I like many older (hate saying that) guys, 36, i get annoyed with the limitations of the body.
That is why i like pushing myself and rolling with the young 19 year old guys, let them run around spin over me, i will just byde my time and then choke them or put on a nice arm bar.

I like the challenge offered by these guys it makes me work harder, i think i have peter pan syndrome (not wanting to get older).

I train 2 days a week at the moment for 2 hours each class, hard hard hard work but love it.

I would like one day to compete at some level and yes i know it will be in the senior level (damn), but never competed before would love to try though.


----------



## MattJ (Aug 27, 2008)

I started BJJ when I was 36, turning 40 soon.
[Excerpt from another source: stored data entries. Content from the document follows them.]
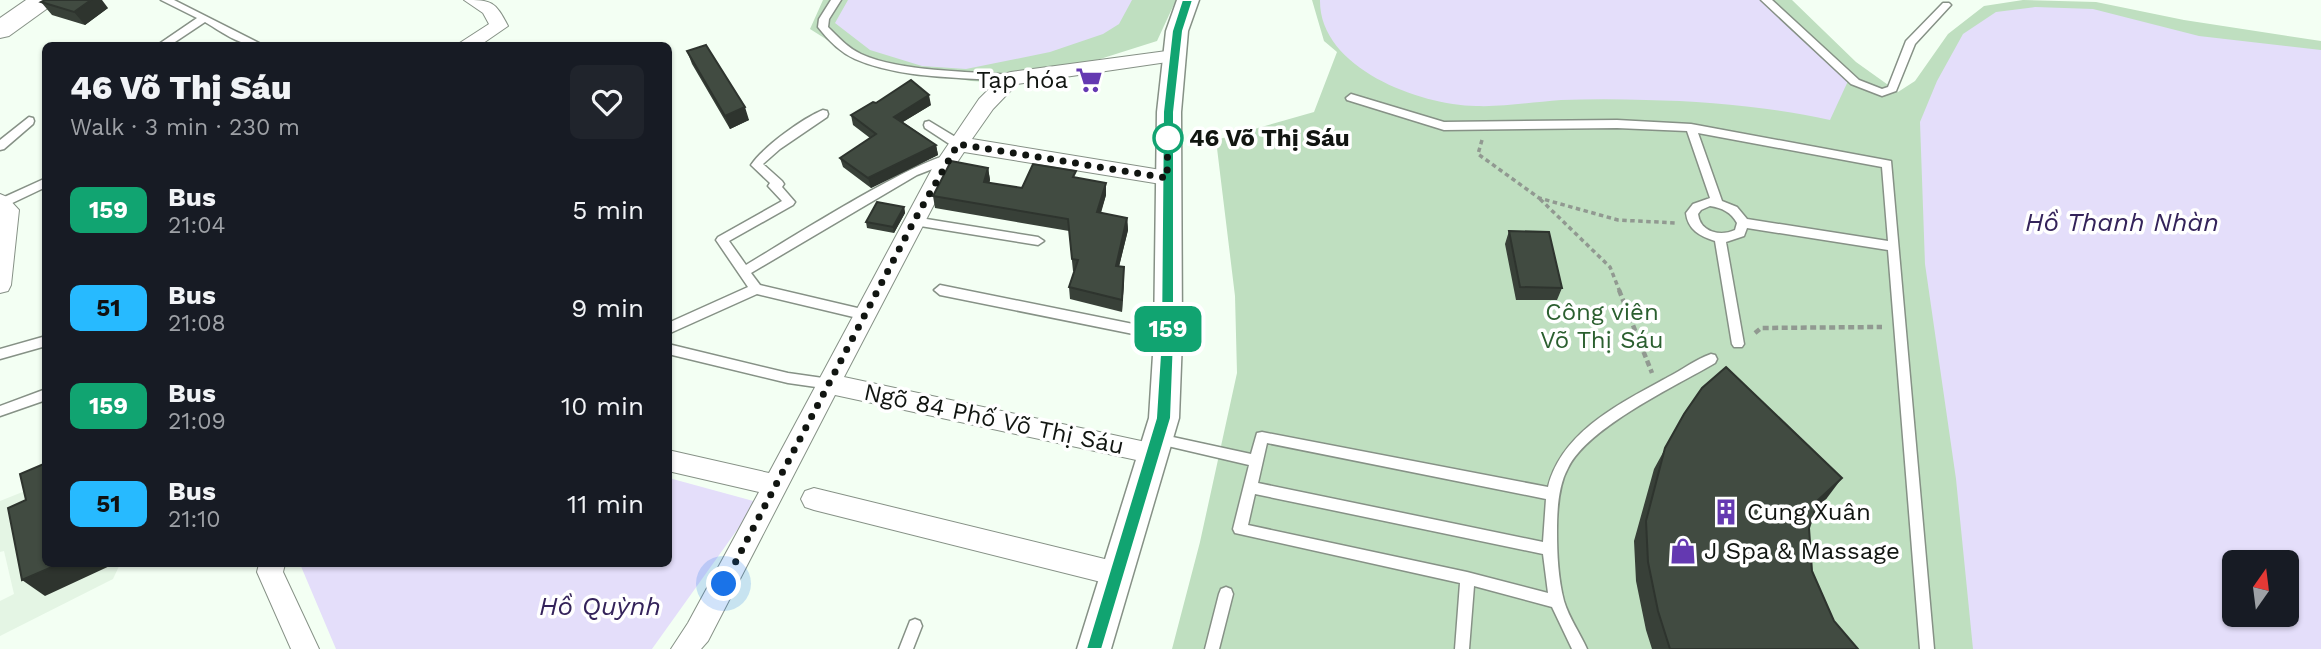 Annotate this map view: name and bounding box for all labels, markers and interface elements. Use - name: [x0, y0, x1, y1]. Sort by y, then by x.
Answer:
- button: heart: [570, 65, 644, 139]
- supermarket icon: Tạp hóa: [1074, 65, 1104, 95]
- place label: Tạp hóa: [976, 66, 1068, 94]
- text: 46 Võ Thị Sáu: [70, 68, 291, 107]
- text: Walk · 3 min · 230 m: [70, 114, 300, 141]
- marker: 46 Võ Thị Sáu: [1153, 123, 1183, 153]
- place label: 46 Võ Thị Sáu: [1189, 124, 1350, 152]
- text: Bus: [168, 182, 216, 212]
- text: 5 min: [572, 195, 644, 225]
- text: 159: [89, 196, 128, 224]
- water label: Hồ Thanh Nhàn: [2025, 207, 2219, 237]
- text: 21:04: [168, 212, 226, 239]
- text: Bus: [168, 280, 216, 310]
- text: 9 min: [571, 293, 644, 323]
- text: 51: [96, 294, 121, 322]
- park label: Công viên Võ Thị Sáu: [1540, 298, 1664, 354]
- line badge: 159: [1128, 306, 1208, 352]
- text: 21:08: [168, 310, 226, 337]
- text: 159: [1148, 315, 1188, 343]
- text: Bus: [168, 378, 216, 408]
- street label: Ngõ 84 Phố Võ Thị Sáu: [861, 378, 1127, 460]
- text: 10 min: [561, 391, 644, 421]
- text: 159: [89, 392, 128, 420]
- text: 21:09: [168, 408, 226, 435]
- text: Bus: [168, 476, 216, 506]
- text: 11 min: [567, 489, 644, 519]
- text: 51: [96, 490, 121, 518]
- building icon: Cung Xuân: [1711, 497, 1741, 527]
- place label: Cung Xuân: [1747, 498, 1871, 526]
- text: 21:10: [168, 506, 220, 533]
- shop icon: J Spa & Massage: [1668, 536, 1698, 566]
- place label: J Spa & Massage: [1704, 537, 1900, 565]
- north arrow: [2222, 550, 2300, 626]
- map controls: [2222, 550, 2299, 627]
- your location: [706, 566, 741, 601]
- water label: Hồ Quỳnh: [539, 591, 661, 621]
Lots of fun, with some bruises and sore joints. Great workout. Enjoy!


----------



## Formosa Neijia (Sep 13, 2008)

I would highly suggest you get a copy of Roy Harris' BJJ over 40. It's packed with good advice for us older practitioners. Second, get a good joint mobility program for warmup and recovery. This is vital. 

Look here: http://formosaneijia.com/2008/09/13/great-joint-mobility-work-free/

Finally, I highly recommend a product called Joint-Free. It's a supplement for your joints. You won't regret getting it. You'll recover a lot quicker with it.


----------



## Steve (Sep 14, 2008)

gimley said:


> Great post this just the info i was looking for.
> 
> I like many older (hate saying that) guys, 36, i get annoyed with the limitations of the body.
> That is why i like pushing myself and rolling with the young 19 year old guys, let them run around spin over me, i will just byde my time and then choke them or put on a nice arm bar.
> ...


You don't have to compete in a senior division if you don't want to.  The competitions around my area aren't big enough to support age brackets.  It's just weight and belt.  So, in my last competition, there were 24 guys in my bracket and at 36, I think I was the oldest.  

You might give up some athleticism, but I've found that having a little poise and a good gameplan made all the difference.  

Point being, don't sell yourself short.  36 isn't THAT old and if you're smart about it, stay healthy and don't become injured, there's no reason you have to compete as a senior.


----------